In February 2016, a symposium was co-organized by Sakai Shimamura Sanshū no Kai and the academic researchers, including Ono Satoshi, Professor Murata Keiichi, Professor Kurotsu Takayuki and Professor Fujii Keisuke, to promote understanding of the values of large-scale sericulture farmhouses in Shimamura; the first author was one of the 90 participants. As a result, the ‘Shimamura (Isesaki-shi) no sanshu seizō minka kenchikugun’ booklet introducing important sericulture farmhouses built between the end of Edo era and the Showa era was published for the Gunma Shimamura no Yōsan Nōka Kenchikugun o Kangaeru symposium.

International and regional networking

International and regional networking policies were also proposed to encourage local sericulture organizations, residents and universities to organize academic and industrial exchanges. An international symposium was conducted in October 2015 as the first anniversary celebration of the inscription of Tomioka Silk Mill and Related Sites. The vice-director of the China National Silk Museum, Zhang Yi, and the Associate Professor of National Tsing Hua University (Taiwan), Mao Chuanhui, were amongst the foreign scholars and professionals who presented on the protection of silk industry-related heritage and the effects of sericulture advancement in Japan on China and France (Gunma Prefecture Planning Department World Heritage Division 2015).

As a part of the curriculum, students from the Graduate School of Urban Innovation of Yokohama National University were involved in yearly on-site visits led by Professor Ono Satoshi. In 2018, the Shimamura Harvest Festival was proposed by students to promote the experience of village life and local produce harvested year-round. The first harvest event was held in July 2019 as students experienced harvesting sweetcorn from the corn field of Kurihara Tomohiko, who is also an owner of a former sericulture farmhouse that is believed to have been the first farmhouse to engage in sericulture (Cheng and Ono 2019b).

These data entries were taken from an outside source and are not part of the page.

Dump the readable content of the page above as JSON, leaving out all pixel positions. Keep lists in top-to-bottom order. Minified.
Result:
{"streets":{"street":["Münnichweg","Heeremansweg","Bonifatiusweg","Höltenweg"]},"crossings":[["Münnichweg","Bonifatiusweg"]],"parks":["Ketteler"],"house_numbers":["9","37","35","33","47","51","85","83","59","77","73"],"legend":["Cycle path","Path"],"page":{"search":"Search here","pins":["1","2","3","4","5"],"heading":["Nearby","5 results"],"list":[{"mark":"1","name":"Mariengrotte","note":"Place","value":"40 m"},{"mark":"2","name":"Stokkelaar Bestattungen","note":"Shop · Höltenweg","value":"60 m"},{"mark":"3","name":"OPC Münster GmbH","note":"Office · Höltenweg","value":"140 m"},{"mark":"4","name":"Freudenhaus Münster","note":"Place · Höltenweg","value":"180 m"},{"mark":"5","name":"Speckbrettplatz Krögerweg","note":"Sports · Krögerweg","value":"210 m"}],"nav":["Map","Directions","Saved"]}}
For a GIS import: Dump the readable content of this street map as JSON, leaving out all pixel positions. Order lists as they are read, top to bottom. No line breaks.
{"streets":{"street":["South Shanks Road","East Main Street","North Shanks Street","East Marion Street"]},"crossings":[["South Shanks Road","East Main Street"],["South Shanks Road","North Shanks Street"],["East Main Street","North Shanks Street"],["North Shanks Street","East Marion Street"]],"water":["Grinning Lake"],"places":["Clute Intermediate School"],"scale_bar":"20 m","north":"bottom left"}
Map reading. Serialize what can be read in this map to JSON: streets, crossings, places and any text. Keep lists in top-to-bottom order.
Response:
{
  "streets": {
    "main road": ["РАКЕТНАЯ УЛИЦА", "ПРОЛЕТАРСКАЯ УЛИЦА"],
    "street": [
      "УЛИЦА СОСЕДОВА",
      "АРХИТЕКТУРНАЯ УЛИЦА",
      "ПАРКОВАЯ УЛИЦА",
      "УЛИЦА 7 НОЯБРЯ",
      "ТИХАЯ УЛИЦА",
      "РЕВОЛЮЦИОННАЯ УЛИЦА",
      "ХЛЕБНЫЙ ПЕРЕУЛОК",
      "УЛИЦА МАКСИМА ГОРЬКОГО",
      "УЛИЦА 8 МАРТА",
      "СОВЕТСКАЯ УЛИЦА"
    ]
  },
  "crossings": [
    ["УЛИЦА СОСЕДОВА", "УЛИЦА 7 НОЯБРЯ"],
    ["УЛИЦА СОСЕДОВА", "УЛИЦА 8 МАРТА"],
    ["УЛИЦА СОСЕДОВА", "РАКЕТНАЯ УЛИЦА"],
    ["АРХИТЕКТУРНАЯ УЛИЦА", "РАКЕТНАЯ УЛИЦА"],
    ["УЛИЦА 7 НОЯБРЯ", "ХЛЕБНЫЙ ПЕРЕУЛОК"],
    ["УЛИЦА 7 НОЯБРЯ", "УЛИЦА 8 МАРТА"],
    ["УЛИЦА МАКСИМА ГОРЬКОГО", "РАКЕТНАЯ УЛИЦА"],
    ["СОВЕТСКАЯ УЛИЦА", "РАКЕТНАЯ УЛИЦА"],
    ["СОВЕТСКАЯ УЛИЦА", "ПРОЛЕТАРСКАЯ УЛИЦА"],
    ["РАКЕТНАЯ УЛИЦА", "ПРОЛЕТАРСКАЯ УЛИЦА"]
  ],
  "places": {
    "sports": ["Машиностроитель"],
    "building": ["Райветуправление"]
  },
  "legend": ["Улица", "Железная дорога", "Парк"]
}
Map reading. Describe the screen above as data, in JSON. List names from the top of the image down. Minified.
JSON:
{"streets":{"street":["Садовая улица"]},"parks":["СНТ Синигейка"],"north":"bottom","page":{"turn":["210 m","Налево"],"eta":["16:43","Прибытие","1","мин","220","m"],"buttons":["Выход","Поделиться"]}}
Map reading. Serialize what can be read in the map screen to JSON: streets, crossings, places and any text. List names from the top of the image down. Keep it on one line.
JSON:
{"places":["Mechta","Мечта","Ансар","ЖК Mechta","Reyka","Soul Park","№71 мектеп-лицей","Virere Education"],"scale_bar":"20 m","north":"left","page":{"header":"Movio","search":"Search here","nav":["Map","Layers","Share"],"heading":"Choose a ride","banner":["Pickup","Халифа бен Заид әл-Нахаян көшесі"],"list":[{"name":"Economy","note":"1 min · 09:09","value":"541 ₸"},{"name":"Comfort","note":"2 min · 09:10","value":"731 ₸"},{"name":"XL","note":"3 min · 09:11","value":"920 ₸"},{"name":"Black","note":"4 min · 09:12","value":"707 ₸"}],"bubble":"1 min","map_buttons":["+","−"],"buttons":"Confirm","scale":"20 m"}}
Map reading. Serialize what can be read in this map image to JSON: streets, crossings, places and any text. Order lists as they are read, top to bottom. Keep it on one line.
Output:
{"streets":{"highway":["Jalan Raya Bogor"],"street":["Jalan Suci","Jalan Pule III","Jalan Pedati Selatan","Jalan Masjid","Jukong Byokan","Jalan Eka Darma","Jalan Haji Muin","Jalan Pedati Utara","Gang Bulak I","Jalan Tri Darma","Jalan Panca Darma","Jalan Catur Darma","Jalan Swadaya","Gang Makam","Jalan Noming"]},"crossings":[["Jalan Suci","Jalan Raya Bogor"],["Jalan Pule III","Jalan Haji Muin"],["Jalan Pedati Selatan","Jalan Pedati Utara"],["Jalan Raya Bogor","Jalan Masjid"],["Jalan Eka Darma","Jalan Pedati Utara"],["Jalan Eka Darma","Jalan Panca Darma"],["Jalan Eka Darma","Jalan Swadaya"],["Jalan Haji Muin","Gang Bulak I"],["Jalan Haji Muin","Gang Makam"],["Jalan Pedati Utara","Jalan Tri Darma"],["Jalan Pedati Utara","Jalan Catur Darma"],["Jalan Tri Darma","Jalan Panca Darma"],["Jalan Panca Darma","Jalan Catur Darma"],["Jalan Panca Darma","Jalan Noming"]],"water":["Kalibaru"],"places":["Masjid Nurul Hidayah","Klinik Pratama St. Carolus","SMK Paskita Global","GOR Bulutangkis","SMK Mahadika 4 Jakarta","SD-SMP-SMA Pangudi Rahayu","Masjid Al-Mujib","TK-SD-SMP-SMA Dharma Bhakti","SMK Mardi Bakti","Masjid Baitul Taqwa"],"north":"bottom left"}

Tajima Kameo, a former sericulture farmhouse owner, had requested help, as his sericulture building was under the effects of decay and was planned for demolition due to vacancies. A site survey was carried out, and multiple proposals on reutilization ideas were presented by the students, including reusing the sericulture building as a community space for locals and tourists, a local produce processing factory and a site for club activities.

A seminar on three-storey sericulture farmhouses located in Hyōgo Prefecture was conducted in October 2018. The speaker Wada Hiroyuki, a researcher at the Akenobe Mine Research Centre and a building conservationist, spoke about the conservation and reuse of dormant three-storey sericulture farmhouses as a community space. Measures for the revitalization of the village’s local culture were also addressed. The session provided the residents of Shimamura insight into how other areas preserve sericulture buildings and sparked new ideas on the preservation of local sericulture farmhouses in Shimamura.

Enriching culture and education

The education-related policies proposed by governmental plans encourage raising townspeople’s awareness of local history and culture. In response, the omoya of the Farm is open to the public once a month for visitation, as it is currently inhabited for daily living. The mulberry-leaf barn of the Farm is currently reused as a gallery to showcase information regarding the origin and invention of the seiryō-iku technique. In celebration of the annual chrysanthemum exhibition organized by the city, the Farm has been used as a location to house workshops and events, such as for handcrafting cocoon straps, pin badges and a 1:125 scale paper model of the omoya. Through these workshops, participants are educated on the history and distinctive structures of the Farm.

Much has also been done by residents in the buffer zone. Zenichi Residence is open for visitors to explore the internal space of its so-yagura. Visitors who conquer their fear of heights and successfully experience the yagura space are awarded a certificate of commendation. Tajima Tatsuyuki, also an owner of a former sericulture farmhouse and a ventriloquism enthusiast, occasionally provides free tours to his residence while ventriloquizing.

The Tajima Yahei Sericulture Farm Information Centre currently provides interactive media and exhibits manuscripts and diaries written by Yahei and people who have contributed to the advancement of sericulture in Shimamura. A special site is set up with tools and equipment that allow visitors to experience the traditional method of plastering a wall. Volunteering professionals are on site to explain the structure of a wall of a traditional farmhouse and the materials and tools used for plastering.

The local primary and secondary schools also incorporate sericulture and history studies in the school curriculum. Primary school students are allowed to breed silkworms and harvest their silk to be made into a school flag to be exhibited in an interschool exhibition, and secondary school students are able to experience threading silk from cocoons as a part of their school curriculum to educate and preserve the technique.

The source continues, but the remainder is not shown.